The Nuwayrat individual in particular, an Old Kingdom adult male Egyptian of relatively high-status radiocarbon-dated to 2855–2570 BC and dubbed "Old Kingdom Individual (NUE001)", was found to be associated with North African Neolithic ancestry, but about 24% of his genetic ancestry could be sourced to the eastern Fertile Crescent, including Mesopotamia, corresponding to the Mesopotamia Neolithic cluster. The genetic profile was most closely represented by a two-source model, in which 77.6% ± 3.8% of the ancestry corresponded to genomes from the Middle Neolithic Moroccan site of Skhirat-Rouazi (dated to 4780–4230 BC), which itself consists of predominantly (76.4 ± 4.0%) Levant Neolithic ancestry and (23.6 ± 4.0%) minor Iberomaurusian ancestry, while the remainder (22.4% ± 3.8%) was most closely related to known genomes from Neolithic Mesopotamia (dated to 9000-8000 BC). No other two-source model met the significance criteria (P>0.05). A total of two Three-source models also emerged, but had similar ancestry proportions, with the addition of a much smaller third-place component from the Neolithic/Chalcolithic Levant. According to Lazardis, “What this sample does tell us is that at such an early date there were people in Egypt that were mostly North African in ancestry, but with some contribution of ancestry from Mesopotamia". According to Girdland-Flink, the fact that 20% of the man’s ancestry best matches older genomes from Mesopotamia, suggests that the movement of Mesopotamian people into Egypt may have been fairly substantial at some point.

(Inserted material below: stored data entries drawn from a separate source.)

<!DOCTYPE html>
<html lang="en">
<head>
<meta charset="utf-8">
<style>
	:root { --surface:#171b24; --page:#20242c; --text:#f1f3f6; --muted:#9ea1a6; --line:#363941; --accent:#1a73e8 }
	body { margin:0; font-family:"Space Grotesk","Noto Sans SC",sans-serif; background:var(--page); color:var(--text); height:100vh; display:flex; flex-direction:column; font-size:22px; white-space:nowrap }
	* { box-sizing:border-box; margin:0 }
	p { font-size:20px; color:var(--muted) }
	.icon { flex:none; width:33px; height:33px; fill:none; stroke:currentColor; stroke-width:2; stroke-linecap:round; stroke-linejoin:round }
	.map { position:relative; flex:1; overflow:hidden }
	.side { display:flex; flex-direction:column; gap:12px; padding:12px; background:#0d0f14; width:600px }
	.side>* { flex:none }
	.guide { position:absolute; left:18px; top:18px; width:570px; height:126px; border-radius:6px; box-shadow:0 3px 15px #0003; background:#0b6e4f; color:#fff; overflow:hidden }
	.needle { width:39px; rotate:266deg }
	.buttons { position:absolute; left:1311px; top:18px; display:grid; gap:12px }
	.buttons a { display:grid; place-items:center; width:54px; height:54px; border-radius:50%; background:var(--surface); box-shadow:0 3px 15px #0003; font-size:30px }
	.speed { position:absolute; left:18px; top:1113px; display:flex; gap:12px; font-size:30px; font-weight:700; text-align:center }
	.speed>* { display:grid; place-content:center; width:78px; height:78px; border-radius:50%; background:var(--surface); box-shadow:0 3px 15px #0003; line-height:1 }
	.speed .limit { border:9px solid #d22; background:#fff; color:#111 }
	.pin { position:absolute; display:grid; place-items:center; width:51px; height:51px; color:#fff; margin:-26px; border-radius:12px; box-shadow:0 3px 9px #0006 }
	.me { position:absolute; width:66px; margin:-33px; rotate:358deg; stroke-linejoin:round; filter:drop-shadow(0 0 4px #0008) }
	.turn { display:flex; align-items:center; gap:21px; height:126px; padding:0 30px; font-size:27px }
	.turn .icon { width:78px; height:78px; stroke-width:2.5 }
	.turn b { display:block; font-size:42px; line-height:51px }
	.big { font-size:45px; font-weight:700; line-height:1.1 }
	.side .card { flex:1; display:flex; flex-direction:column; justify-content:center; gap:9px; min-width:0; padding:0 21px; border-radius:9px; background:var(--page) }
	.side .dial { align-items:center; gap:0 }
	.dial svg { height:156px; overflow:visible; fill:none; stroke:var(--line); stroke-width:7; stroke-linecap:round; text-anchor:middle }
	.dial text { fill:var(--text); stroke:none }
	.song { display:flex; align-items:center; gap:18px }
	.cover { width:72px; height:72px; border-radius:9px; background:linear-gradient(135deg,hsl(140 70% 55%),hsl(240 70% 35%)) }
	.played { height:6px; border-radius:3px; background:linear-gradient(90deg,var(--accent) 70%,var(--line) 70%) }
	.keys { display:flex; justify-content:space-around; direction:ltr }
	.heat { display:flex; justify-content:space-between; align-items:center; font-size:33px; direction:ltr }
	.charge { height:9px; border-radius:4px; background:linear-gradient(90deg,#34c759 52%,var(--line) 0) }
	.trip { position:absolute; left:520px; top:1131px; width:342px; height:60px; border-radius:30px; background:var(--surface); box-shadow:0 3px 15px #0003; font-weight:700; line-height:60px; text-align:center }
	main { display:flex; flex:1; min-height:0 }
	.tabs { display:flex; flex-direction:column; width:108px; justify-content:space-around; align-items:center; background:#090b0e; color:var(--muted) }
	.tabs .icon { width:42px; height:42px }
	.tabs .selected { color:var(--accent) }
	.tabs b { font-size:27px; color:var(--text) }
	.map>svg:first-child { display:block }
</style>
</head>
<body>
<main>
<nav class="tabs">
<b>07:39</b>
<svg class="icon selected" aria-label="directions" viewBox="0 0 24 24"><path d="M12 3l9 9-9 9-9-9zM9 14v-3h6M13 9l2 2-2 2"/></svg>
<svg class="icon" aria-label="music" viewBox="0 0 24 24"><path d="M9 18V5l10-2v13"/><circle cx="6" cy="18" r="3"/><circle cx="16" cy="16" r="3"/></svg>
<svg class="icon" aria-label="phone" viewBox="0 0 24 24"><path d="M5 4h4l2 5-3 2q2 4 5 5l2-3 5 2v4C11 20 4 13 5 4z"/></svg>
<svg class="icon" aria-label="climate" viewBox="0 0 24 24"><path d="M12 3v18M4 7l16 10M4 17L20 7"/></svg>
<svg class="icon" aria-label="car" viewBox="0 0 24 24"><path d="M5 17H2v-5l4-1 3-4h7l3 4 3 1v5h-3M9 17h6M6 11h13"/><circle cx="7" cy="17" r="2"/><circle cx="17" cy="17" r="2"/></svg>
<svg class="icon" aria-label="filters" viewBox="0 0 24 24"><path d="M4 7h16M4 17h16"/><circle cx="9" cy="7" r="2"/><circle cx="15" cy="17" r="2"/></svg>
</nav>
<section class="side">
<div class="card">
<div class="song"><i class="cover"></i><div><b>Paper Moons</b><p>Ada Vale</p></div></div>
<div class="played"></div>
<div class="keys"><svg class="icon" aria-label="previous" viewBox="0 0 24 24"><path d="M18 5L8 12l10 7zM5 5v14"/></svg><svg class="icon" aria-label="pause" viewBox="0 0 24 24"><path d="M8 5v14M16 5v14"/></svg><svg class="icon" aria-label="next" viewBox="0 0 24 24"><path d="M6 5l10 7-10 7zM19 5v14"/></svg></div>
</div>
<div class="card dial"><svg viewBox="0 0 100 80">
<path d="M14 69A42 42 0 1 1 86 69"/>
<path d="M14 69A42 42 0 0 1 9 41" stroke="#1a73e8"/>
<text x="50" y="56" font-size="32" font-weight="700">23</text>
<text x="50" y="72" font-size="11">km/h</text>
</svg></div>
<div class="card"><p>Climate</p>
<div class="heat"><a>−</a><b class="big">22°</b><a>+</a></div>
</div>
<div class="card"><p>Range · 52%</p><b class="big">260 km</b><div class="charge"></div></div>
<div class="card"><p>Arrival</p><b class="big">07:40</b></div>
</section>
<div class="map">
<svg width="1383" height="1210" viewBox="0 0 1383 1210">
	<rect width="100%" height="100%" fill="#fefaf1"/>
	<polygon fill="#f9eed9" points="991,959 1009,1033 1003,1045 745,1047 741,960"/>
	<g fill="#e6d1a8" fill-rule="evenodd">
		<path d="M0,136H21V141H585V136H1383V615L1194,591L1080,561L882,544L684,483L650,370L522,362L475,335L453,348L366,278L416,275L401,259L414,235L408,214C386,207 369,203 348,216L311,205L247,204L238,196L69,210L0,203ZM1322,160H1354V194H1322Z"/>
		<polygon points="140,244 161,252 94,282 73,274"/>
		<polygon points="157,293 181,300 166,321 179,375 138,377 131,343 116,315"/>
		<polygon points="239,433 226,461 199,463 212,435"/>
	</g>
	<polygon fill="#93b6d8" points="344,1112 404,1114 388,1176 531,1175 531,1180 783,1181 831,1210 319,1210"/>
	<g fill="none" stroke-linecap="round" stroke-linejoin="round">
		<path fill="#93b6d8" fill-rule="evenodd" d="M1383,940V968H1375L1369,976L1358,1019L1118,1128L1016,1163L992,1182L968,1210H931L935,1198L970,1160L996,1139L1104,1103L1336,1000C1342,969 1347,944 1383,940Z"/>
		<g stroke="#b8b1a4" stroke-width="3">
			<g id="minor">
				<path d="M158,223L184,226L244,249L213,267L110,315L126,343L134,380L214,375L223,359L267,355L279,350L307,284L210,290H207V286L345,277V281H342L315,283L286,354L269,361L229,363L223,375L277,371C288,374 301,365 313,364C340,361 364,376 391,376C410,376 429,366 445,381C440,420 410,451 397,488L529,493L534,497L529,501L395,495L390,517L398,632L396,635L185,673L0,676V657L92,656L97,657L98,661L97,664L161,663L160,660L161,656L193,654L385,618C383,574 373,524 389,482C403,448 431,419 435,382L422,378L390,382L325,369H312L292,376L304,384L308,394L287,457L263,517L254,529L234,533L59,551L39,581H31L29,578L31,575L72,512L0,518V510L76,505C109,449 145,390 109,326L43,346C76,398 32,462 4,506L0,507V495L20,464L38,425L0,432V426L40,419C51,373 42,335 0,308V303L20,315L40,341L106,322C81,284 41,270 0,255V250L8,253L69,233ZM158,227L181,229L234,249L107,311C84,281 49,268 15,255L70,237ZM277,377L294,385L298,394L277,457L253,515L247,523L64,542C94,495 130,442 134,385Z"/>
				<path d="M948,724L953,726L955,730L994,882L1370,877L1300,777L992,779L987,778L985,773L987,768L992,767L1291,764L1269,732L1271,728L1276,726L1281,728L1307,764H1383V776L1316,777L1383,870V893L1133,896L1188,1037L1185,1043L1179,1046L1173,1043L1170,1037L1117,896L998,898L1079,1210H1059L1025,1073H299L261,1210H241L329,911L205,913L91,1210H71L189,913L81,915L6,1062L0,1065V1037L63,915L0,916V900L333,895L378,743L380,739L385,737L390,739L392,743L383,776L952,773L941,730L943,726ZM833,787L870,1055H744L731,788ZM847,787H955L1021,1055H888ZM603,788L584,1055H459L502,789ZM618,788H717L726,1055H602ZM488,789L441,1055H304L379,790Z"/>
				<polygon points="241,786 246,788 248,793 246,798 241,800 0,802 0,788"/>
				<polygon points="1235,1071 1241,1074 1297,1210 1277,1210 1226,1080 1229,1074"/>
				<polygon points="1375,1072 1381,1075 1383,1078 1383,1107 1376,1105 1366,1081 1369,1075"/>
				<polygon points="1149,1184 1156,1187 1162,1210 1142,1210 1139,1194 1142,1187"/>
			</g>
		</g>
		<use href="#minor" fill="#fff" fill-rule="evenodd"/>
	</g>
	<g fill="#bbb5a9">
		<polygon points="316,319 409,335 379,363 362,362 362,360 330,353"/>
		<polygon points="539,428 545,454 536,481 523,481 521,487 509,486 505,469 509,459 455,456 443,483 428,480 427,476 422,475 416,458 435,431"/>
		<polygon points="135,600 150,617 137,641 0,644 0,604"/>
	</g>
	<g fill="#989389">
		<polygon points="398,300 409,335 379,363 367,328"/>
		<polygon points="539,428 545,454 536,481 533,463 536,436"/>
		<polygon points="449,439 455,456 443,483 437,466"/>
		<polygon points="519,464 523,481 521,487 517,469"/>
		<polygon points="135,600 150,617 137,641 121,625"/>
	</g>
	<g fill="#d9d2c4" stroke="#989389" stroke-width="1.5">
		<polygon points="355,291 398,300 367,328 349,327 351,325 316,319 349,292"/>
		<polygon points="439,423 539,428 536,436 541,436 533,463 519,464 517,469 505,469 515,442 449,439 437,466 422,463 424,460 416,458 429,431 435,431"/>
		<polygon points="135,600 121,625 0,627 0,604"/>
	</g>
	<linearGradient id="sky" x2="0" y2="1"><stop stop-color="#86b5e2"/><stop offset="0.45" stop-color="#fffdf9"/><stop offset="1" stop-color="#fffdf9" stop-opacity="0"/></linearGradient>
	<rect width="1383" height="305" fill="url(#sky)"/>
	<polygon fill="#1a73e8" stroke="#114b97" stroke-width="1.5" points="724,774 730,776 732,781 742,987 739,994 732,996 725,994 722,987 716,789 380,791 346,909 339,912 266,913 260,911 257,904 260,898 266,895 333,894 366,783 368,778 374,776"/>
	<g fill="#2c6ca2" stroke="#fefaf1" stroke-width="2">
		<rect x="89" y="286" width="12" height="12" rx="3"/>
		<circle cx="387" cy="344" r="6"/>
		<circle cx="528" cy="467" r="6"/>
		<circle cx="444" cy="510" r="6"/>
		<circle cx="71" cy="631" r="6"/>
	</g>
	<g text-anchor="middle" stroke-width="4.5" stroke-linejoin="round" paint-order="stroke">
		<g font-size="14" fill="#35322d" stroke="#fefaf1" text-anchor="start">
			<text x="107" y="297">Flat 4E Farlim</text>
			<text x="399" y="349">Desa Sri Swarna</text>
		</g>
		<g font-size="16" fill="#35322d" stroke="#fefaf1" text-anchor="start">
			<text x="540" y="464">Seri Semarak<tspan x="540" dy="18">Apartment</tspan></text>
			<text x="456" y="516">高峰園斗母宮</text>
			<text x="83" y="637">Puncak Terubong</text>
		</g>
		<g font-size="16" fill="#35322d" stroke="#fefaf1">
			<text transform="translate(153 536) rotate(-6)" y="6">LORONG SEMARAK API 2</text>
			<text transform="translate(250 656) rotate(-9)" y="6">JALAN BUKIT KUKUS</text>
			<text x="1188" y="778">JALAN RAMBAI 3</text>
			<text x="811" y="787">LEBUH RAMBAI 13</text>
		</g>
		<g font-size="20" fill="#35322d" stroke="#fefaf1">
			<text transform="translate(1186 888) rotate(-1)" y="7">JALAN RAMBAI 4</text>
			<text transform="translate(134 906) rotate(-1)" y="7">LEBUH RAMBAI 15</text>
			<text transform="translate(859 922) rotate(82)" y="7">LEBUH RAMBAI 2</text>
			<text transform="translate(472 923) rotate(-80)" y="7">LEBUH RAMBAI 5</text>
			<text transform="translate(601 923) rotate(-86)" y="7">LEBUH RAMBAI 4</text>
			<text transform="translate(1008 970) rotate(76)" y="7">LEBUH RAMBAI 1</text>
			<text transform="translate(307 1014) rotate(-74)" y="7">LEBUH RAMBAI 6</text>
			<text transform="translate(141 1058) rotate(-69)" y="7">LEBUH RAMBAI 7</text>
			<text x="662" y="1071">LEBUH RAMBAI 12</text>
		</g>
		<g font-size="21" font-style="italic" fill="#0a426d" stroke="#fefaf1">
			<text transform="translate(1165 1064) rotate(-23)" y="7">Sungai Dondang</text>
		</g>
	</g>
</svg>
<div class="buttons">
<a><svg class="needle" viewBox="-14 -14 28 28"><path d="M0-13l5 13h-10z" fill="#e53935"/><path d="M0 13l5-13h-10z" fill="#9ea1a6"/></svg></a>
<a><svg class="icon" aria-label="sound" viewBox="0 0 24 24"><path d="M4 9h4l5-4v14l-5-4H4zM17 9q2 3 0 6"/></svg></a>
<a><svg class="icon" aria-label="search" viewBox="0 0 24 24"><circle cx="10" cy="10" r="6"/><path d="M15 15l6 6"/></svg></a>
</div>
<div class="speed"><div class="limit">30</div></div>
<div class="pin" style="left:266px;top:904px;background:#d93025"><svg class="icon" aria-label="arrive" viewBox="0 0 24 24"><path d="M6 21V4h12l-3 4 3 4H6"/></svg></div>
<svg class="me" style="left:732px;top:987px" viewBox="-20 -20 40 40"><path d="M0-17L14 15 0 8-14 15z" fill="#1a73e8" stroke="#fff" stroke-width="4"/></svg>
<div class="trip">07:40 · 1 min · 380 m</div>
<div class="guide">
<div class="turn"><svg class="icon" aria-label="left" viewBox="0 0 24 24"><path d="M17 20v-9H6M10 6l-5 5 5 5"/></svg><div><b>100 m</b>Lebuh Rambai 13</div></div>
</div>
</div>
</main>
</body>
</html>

The timing of the admixture event cannot be calculated directly from the 2025 genetic study. The 2025 study showed that the Nuwayrat sample had the greatest affinity with samples from Neolithic Mesopotamia dating to 9000-8000 BC Concurrently, other studies have shown that during the Neolithic, in the 10,000-5000 BC period, populations from Mesopotamia and the Zagros expanded into the Near-East, particularly Anatolia, bringing with them the Neolithic package of technological innovation (domesticated plants, pottery, greater sedentism). Egypt may also have been affected by such migratory movements. Further changes in odontometrics and dental tissues have been observed in the Nile Valley around 6000 BCE. Subsequent cultural influxes from Mesopotamia are documented into the 4th millennium (3999-3000 BC) with the appearance of Late Uruk features during the Late Pre-dynastic period of Egypt.